Woordenboek van medische eponiemen

T.Beijer en C.G.L.Apeldoorn (1998)

Gepubliceerd op 17-06-2020

Ehrlichs diazoreactie

betekenis & definitie

roodkleuring van de urine door toevoeging aan de urine van een mengsel van sulfanilzuur, natriumnitriet en enkele druppels ammonia bij bepaalde koortsende infectieziekten (tyfus, mazelen, tuberculose). In 1881 werd deze reactie door de Duitse chemicus en seroloog Paul Ehrlich (1854-1915) ontwikkeld.

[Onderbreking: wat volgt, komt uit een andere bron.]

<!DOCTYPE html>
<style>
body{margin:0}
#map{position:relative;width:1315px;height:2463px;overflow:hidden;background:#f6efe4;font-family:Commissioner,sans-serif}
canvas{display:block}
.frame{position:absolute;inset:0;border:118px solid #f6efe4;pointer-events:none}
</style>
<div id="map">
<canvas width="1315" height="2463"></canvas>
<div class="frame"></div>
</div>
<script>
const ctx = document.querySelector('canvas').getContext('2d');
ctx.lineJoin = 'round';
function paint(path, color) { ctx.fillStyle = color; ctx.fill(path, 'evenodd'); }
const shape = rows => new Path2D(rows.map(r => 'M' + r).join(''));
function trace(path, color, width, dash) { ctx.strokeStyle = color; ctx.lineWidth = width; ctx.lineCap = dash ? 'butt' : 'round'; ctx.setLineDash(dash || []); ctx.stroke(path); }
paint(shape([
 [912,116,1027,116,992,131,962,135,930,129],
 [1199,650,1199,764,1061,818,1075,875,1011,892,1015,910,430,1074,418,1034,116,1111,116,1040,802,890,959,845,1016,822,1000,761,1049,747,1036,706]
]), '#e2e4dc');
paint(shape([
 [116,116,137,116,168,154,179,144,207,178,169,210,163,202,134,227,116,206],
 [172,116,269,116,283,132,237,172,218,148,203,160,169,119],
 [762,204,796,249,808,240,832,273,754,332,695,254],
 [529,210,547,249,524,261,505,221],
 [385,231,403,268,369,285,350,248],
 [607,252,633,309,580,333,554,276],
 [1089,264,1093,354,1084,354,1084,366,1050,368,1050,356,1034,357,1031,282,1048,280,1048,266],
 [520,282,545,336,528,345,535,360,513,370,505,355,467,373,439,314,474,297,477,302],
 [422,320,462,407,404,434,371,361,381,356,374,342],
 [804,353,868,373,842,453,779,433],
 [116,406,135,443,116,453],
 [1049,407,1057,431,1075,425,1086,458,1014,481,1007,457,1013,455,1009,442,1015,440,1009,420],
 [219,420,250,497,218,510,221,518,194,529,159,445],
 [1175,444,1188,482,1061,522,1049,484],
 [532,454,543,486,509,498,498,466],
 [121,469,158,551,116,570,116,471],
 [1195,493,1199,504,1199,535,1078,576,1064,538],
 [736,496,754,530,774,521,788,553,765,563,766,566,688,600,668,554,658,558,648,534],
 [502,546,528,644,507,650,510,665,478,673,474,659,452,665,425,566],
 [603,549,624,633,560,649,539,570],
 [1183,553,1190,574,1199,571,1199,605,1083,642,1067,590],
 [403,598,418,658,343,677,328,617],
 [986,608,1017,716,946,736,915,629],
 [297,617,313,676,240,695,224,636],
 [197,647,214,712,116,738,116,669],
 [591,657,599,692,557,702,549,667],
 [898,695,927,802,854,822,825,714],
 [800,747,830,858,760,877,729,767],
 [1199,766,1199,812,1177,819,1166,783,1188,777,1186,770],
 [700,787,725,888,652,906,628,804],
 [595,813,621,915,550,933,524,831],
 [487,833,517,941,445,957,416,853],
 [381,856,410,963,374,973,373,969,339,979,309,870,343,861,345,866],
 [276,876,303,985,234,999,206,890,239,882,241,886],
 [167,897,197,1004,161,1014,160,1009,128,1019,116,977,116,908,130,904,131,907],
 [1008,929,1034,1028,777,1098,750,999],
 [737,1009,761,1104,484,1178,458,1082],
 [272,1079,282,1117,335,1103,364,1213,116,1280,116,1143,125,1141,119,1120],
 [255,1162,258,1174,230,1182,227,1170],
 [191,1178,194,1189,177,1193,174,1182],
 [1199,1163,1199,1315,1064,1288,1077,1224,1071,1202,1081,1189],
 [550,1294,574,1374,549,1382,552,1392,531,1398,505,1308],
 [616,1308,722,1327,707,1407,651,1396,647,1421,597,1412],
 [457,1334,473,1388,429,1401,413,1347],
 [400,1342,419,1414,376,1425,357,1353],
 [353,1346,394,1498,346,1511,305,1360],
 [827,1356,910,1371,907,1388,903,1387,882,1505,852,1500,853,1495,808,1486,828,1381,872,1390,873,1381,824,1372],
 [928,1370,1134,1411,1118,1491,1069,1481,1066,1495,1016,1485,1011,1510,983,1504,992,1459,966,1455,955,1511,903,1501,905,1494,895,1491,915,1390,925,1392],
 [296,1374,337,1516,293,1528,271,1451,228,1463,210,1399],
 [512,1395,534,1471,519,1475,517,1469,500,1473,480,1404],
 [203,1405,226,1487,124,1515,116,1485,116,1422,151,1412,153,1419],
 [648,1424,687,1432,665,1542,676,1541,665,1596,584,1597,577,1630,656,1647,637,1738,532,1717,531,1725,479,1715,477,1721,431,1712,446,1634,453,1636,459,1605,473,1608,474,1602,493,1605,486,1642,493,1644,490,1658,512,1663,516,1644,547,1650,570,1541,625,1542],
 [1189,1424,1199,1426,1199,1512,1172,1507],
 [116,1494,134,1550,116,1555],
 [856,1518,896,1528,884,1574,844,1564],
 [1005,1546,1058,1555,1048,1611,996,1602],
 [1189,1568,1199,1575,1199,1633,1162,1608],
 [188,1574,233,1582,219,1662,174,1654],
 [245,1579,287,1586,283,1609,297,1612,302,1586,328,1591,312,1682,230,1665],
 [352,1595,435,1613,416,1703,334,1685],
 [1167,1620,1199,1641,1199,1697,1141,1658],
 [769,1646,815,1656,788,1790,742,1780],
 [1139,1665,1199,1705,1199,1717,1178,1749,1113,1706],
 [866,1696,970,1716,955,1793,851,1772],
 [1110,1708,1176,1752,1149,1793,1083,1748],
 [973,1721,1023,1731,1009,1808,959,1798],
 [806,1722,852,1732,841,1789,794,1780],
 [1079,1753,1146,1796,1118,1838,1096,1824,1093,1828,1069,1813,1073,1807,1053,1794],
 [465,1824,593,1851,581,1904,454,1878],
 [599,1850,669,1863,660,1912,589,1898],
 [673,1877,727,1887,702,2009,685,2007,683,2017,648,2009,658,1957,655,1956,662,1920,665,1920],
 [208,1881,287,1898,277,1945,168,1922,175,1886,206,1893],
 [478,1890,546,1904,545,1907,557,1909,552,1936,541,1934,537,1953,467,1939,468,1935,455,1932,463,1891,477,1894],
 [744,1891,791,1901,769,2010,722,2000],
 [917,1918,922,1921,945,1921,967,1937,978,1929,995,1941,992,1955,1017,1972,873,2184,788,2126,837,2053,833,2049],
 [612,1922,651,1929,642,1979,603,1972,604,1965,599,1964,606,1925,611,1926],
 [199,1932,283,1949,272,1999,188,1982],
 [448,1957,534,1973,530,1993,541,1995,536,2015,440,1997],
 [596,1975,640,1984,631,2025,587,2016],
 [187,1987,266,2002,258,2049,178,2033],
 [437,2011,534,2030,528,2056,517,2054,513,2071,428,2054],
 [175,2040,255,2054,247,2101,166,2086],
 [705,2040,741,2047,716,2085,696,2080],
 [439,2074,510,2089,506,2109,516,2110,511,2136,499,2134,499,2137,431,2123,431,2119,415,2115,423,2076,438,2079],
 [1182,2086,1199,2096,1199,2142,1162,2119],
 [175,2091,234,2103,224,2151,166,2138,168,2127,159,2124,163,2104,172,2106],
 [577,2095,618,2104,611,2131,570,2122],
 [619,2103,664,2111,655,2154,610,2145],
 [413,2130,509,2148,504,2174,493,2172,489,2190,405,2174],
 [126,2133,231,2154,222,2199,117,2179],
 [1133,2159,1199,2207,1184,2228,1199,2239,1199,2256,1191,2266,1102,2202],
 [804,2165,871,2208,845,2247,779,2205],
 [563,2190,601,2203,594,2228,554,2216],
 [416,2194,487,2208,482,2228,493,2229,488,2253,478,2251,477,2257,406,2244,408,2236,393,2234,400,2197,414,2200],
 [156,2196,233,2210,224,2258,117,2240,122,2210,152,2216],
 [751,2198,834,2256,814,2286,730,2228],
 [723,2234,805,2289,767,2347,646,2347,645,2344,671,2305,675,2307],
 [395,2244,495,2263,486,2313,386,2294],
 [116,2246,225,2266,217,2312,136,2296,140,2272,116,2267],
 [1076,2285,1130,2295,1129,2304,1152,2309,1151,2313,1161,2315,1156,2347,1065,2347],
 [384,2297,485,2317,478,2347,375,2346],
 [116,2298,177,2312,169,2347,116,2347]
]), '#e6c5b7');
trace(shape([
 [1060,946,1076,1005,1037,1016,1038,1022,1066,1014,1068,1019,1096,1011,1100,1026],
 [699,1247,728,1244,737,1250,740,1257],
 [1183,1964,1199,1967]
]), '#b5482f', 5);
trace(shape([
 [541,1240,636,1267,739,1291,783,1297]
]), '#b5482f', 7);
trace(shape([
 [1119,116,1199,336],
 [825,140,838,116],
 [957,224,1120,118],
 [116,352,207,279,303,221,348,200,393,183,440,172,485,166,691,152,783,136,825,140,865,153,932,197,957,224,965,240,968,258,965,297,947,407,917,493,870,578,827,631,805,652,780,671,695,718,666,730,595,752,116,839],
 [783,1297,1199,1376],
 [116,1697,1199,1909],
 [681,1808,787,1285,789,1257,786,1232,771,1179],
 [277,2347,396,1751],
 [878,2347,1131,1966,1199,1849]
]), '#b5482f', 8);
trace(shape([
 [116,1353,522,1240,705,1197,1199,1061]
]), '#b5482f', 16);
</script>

Ehrlich, geboren in een dorpje in de buurt van Breslau uit een ontwikkelde joodse familie, studeerde medicijnen aan verschillende Duitse universiteiten. In 1878 promoveerde hij in Leipzig tot doctor in de geneeskunde. Zijn dissertatie handelt over de kleuring van microscopische preparaten, een techniek die in die jaren meer en meer ingang vond. Een groot deel van zijn leven heeft Ehrlich zich met deze methode beziggehouden. In de jaren dat hij bij de Berlijnse internist Friedrich Theodor Frerichs (1S19—’85) in het Berlijnse ziekenhuis Charité werkzaam was, ontdekte hij, door kleuringen van bloeduitstrijkjes met zure, basische en neutrale kleurstoffen, de verschillende soorten witte bloedlichaampjes (basofiele, eosinofiele en neutrofiele leukocyten). De naar hem genoemde diazoreactie is een gevolg van deze kleuringsexperimenten.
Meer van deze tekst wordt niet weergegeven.